Nanjing Road extends its remarkable history by capturing the latest trends
Nanjing Road E., the so-called "Fifth Avenue" of Shanghai, has undergone many incarnations in its 150 years. Its latest manifestation aims to attract the younger generation smitten with the culture of anime, comics and games.
Earlier this month, many stores catering to that culture moved from the underground Hong Kong Shopping Center at People's Square to the Shanghai No.1 Shopping Center at one end of the Nanjing Road Pedestrian Mall.
The mall was once the site of the old Shanghai No. 1 Department Store, the largest of its kind in the Far East when it opened in 1934. The venue underwent major remodeling in 2017. The fourth floor of its Building C houses shops specializing in anime, comics and games.
It's a different world from traditional retailing there, with vendors selling Lolita dresses, Pikachu dolls and figures of cartoon characters.
"At the very beginning, when we were told we had to move from the Hong Kong Shopping Center, we felt a bit sad because there had been a cluster of shops specializing in anime, comics and games there for a long time and with a good atmosphere," said Xue Yu, a shop assistant of Baomoon, a store selling figures and capsule toys.
"But now, after the move, our old customers still come to visit us," he said. "Our store and the others decided to recreate the atmosphere of the former site in the Shanghai No.1 Shopping Center."
Two girls, named Endl and Rose, were in one shop wearing clothes patterned on the costumes of characters from the Japanese manga series "The Case Study of Vanitas" and domestic game Genshin Impact.

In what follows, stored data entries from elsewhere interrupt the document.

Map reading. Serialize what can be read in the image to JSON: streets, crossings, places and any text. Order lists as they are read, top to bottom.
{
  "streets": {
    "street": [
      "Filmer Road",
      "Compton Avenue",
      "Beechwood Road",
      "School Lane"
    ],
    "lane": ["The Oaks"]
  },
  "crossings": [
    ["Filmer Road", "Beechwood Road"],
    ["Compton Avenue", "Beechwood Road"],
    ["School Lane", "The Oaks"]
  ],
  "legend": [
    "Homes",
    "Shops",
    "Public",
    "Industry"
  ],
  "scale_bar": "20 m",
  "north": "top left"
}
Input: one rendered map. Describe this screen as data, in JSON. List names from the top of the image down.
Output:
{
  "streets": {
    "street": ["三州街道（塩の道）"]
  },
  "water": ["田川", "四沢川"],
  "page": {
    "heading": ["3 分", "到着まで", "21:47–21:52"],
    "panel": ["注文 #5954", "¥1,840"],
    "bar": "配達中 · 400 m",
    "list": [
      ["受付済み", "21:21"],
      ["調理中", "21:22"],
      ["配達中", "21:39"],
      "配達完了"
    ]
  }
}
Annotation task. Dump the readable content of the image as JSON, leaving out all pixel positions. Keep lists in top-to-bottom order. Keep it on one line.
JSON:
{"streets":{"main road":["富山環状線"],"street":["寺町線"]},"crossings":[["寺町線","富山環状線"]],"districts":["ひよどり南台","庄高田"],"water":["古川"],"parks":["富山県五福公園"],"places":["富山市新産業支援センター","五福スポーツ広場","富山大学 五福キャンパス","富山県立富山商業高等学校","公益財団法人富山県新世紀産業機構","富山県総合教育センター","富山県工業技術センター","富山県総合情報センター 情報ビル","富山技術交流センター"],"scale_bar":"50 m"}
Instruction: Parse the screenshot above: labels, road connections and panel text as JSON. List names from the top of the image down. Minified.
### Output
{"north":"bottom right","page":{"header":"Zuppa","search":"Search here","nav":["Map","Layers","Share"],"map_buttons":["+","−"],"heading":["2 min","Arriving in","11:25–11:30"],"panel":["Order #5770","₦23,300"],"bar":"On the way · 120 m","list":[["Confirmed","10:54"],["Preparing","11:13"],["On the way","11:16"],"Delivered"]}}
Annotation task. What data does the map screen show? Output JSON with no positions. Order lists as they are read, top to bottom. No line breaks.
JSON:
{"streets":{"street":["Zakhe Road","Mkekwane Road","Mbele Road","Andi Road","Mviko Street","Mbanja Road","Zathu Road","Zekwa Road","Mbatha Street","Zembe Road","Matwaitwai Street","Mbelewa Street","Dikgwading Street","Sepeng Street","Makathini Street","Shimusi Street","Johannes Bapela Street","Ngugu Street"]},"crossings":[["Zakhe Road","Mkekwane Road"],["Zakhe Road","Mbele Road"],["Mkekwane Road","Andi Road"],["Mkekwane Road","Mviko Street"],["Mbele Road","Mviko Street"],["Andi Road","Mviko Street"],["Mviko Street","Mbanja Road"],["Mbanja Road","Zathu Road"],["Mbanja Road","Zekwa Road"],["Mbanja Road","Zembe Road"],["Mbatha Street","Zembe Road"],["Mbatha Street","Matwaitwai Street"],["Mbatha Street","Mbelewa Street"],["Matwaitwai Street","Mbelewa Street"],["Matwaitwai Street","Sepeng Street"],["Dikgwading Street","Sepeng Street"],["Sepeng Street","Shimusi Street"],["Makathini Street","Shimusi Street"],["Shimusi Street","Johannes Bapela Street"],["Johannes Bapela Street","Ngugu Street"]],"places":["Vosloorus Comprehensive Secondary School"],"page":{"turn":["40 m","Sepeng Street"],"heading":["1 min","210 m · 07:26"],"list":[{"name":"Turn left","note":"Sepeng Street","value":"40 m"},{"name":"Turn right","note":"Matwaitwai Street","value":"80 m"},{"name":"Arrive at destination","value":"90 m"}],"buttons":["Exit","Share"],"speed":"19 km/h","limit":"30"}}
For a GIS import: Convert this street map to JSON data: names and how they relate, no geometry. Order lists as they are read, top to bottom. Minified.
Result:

"With these shops at a major local shopping center, I feel that this culture is growing from a minority trend into mainstream culture," one of the girls told Shanghai Daily.
Another female customer named Qin Yan, dressed in traditional Han Chinese garb, said the new venue seems a "bit more formal" than the previous site and still lacks the buzz of fans gathering there to exchange cards and pins of animation, manga or game characters.
"It sort of lacks some atmosphere here," she said.
About a 10-minute walk along the pedestrian mall, Bailian ZX, the first commercial complex in China to promote the culture of anime, comics, games and novels, injected vitality into 150-year-old Nanjing Road with the opening of the Bailian ZX Creative Center.
The seven-floor mall creates a place of pilgrimage for fans of the culture, featuring some high-profile world brands, including the first overseas store of Tamashii Nations and the first Chinese store of Mega House.
According to a report by China Insights Consultancy, the domestic market for such culture reached 63.2 billion yuan (US$9.3 billion) in 2021, with a fan base of nearly 460 million people.
The shops at Bailian ZX cover all styles of the genre and include themed cafes.
Maosou House, a brand that opened in the city six years ago, has merged its outlets in the Hong Kong Shopping Center and Bailian ZX into one store on Nanjing Road.
"Although the days we spent with our customers at the Hong Kong Shopping Center are unforgettable, we feel this is a good chance to popularize the culture and expand its reach," said shop assistant Du Cao.
On the third floor, a customer surnamed Zhang was buying accessories for her ball-jointed doll.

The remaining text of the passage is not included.